--- WHAT THE TASK REQUIRES ---
Give back all of the data, word for word.

-*-

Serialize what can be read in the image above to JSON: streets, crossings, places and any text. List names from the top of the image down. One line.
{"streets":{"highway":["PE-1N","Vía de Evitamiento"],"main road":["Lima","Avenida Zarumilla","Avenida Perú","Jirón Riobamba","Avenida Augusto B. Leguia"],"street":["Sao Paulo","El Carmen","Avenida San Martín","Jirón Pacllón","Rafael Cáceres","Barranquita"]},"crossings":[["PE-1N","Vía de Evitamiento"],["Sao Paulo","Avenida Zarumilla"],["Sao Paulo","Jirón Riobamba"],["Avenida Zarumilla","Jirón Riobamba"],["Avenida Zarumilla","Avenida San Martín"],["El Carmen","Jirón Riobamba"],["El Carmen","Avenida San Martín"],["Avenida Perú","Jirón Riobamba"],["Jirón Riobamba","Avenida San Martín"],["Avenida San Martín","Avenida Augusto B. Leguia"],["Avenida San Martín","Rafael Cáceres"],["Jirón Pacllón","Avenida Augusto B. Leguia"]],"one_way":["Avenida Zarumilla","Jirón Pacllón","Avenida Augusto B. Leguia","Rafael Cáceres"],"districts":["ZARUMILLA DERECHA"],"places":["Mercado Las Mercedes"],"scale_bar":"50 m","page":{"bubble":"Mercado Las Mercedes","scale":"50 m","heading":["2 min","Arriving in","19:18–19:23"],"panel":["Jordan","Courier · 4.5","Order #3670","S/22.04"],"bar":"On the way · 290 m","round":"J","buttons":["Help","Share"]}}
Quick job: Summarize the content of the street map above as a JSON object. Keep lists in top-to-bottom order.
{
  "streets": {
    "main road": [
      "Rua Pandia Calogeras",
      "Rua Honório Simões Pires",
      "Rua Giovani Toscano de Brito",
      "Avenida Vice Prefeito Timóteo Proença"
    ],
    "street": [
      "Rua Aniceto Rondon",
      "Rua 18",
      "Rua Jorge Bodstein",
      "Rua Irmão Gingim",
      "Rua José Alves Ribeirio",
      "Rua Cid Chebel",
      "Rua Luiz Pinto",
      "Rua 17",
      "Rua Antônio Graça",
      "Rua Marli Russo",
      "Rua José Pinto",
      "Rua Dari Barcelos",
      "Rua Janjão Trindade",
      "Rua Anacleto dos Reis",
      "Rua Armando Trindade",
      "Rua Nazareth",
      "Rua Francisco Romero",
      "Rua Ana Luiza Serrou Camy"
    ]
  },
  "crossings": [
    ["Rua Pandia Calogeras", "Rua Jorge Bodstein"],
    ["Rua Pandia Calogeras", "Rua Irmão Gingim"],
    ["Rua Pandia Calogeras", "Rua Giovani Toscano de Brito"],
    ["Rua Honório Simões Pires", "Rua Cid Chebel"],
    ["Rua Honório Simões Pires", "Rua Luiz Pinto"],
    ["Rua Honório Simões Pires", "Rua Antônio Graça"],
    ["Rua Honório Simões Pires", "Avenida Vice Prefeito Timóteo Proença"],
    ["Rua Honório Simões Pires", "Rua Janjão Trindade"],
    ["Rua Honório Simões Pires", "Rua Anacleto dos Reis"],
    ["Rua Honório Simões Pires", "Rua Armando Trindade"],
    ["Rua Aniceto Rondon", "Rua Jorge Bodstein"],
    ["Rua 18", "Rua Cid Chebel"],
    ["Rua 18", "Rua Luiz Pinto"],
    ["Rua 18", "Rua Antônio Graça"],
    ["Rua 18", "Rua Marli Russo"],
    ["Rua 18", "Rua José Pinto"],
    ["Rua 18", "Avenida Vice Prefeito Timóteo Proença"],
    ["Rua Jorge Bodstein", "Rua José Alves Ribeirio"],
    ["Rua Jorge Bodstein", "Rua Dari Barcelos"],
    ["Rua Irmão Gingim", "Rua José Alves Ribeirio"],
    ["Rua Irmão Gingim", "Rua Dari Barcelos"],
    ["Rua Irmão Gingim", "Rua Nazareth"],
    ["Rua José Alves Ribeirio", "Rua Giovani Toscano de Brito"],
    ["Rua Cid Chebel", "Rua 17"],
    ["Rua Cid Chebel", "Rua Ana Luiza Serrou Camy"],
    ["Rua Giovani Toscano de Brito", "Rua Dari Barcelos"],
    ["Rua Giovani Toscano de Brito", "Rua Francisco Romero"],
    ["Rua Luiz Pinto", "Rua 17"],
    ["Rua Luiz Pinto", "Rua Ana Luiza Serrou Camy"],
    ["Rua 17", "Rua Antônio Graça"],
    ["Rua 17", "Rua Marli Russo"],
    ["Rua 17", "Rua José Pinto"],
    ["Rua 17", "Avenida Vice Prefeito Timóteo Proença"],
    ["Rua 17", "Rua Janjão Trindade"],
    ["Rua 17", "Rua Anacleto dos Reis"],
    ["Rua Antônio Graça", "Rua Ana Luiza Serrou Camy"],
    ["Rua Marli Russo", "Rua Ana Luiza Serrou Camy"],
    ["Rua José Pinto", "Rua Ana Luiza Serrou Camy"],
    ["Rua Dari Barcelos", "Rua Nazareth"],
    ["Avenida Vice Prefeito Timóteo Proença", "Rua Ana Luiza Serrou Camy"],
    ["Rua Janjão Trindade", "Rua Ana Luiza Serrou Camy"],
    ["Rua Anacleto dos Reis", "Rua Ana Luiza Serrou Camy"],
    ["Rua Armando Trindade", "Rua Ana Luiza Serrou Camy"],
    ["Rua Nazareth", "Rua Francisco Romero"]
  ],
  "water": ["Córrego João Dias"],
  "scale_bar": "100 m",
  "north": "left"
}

-*-

--- TASK OUTPUT ---
Serialize what can be read in the image above to JSON: streets, crossings, places and any text. List names from the top of the image down. One line.
{"streets":{"highway":["PE-1N","Vía de Evitamiento"],"main road":["Lima","Avenida Zarumilla","Avenida Perú","Jirón Riobamba","Avenida Augusto B. Leguia"],"street":["Sao Paulo","El Carmen","Avenida San Martín","Jirón Pacllón","Rafael Cáceres","Barranquita"]},"crossings":[["PE-1N","Vía de Evitamiento"],["Sao Paulo","Avenida Zarumilla"],["Sao Paulo","Jirón Riobamba"],["Avenida Zarumilla","Jirón Riobamba"],["Avenida Zarumilla","Avenida San Martín"],["El Carmen","Jirón Riobamba"],["El Carmen","Avenida San Martín"],["Avenida Perú","Jirón Riobamba"],["Jirón Riobamba","Avenida San Martín"],["Avenida San Martín","Avenida Augusto B. Leguia"],["Avenida San Martín","Rafael Cáceres"],["Jirón Pacllón","Avenida Augusto B. Leguia"]],"one_way":["Avenida Zarumilla","Jirón Pacllón","Avenida Augusto B. Leguia","Rafael Cáceres"],"districts":["ZARUMILLA DERECHA"],"places":["Mercado Las Mercedes"],"scale_bar":"50 m","page":{"bubble":"Mercado Las Mercedes","scale":"50 m","heading":["2 min","Arriving in","19:18–19:23"],"panel":["Jordan","Courier · 4.5","Order #3670","S/22.04"],"bar":"On the way · 290 m","round":"J","buttons":["Help","Share"]}}
Quick job: Summarize the content of the street map above as a JSON object. Keep lists in top-to-bottom order.
{
  "streets": {
    "main road": [
      "Rua Pandia Calogeras",
      "Rua Honório Simões Pires",
      "Rua Giovani Toscano de Brito",
      "Avenida Vice Prefeito Timóteo Proença"
    ],
    "street": [
      "Rua Aniceto Rondon",
      "Rua 18",
      "Rua Jorge Bodstein",
      "Rua Irmão Gingim",
      "Rua José Alves Ribeirio",
      "Rua Cid Chebel",
      "Rua Luiz Pinto",
      "Rua 17",
      "Rua Antônio Graça",
      "Rua Marli Russo",
      "Rua José Pinto",
      "Rua Dari Barcelos",
      "Rua Janjão Trindade",
      "Rua Anacleto dos Reis",
      "Rua Armando Trindade",
      "Rua Nazareth",
      "Rua Francisco Romero",
      "Rua Ana Luiza Serrou Camy"
    ]
  },
  "crossings": [
    ["Rua Pandia Calogeras", "Rua Jorge Bodstein"],
    ["Rua Pandia Calogeras", "Rua Irmão Gingim"],
    ["Rua Pandia Calogeras", "Rua Giovani Toscano de Brito"],
    ["Rua Honório Simões Pires", "Rua Cid Chebel"],
    ["Rua Honório Simões Pires", "Rua Luiz Pinto"],
    ["Rua Honório Simões Pires", "Rua Antônio Graça"],
    ["Rua Honório Simões Pires", "Avenida Vice Prefeito Timóteo Proença"],
    ["Rua Honório Simões Pires", "Rua Janjão Trindade"],
    ["Rua Honório Simões Pires", "Rua Anacleto dos Reis"],
    ["Rua Honório Simões Pires", "Rua Armando Trindade"],
    ["Rua Aniceto Rondon", "Rua Jorge Bodstein"],
    ["Rua 18", "Rua Cid Chebel"],
    ["Rua 18", "Rua Luiz Pinto"],
    ["Rua 18", "Rua Antônio Graça"],
    ["Rua 18", "Rua Marli Russo"],
    ["Rua 18", "Rua José Pinto"],
    ["Rua 18", "Avenida Vice Prefeito Timóteo Proença"],
    ["Rua Jorge Bodstein", "Rua José Alves Ribeirio"],
    ["Rua Jorge Bodstein", "Rua Dari Barcelos"],
    ["Rua Irmão Gingim", "Rua José Alves Ribeirio"],
    ["Rua Irmão Gingim", "Rua Dari Barcelos"],
    ["Rua Irmão Gingim", "Rua Nazareth"],
    ["Rua José Alves Ribeirio", "Rua Giovani Toscano de Brito"],
    ["Rua Cid Chebel", "Rua 17"],
    ["Rua Cid Chebel", "Rua Ana Luiza Serrou Camy"],
    ["Rua Giovani Toscano de Brito", "Rua Dari Barcelos"],
    ["Rua Giovani Toscano de Brito", "Rua Francisco Romero"],
    ["Rua Luiz Pinto", "Rua 17"],
    ["Rua Luiz Pinto", "Rua Ana Luiza Serrou Camy"],
    ["Rua 17", "Rua Antônio Graça"],
    ["Rua 17", "Rua Marli Russo"],
    ["Rua 17", "Rua José Pinto"],
    ["Rua 17", "Avenida Vice Prefeito Timóteo Proença"],
    ["Rua 17", "Rua Janjão Trindade"],
    ["Rua 17", "Rua Anacleto dos Reis"],
    ["Rua Antônio Graça", "Rua Ana Luiza Serrou Camy"],
    ["Rua Marli Russo", "Rua Ana Luiza Serrou Camy"],
    ["Rua José Pinto", "Rua Ana Luiza Serrou Camy"],
    ["Rua Dari Barcelos", "Rua Nazareth"],
    ["Avenida Vice Prefeito Timóteo Proença", "Rua Ana Luiza Serrou Camy"],
    ["Rua Janjão Trindade", "Rua Ana Luiza Serrou Camy"],
    ["Rua Anacleto dos Reis", "Rua Ana Luiza Serrou Camy"],
    ["Rua Armando Trindade", "Rua Ana Luiza Serrou Camy"],
    ["Rua Nazareth", "Rua Francisco Romero"]
  ],
  "water": ["Córrego João Dias"],
  "scale_bar": "100 m",
  "north": "left"
}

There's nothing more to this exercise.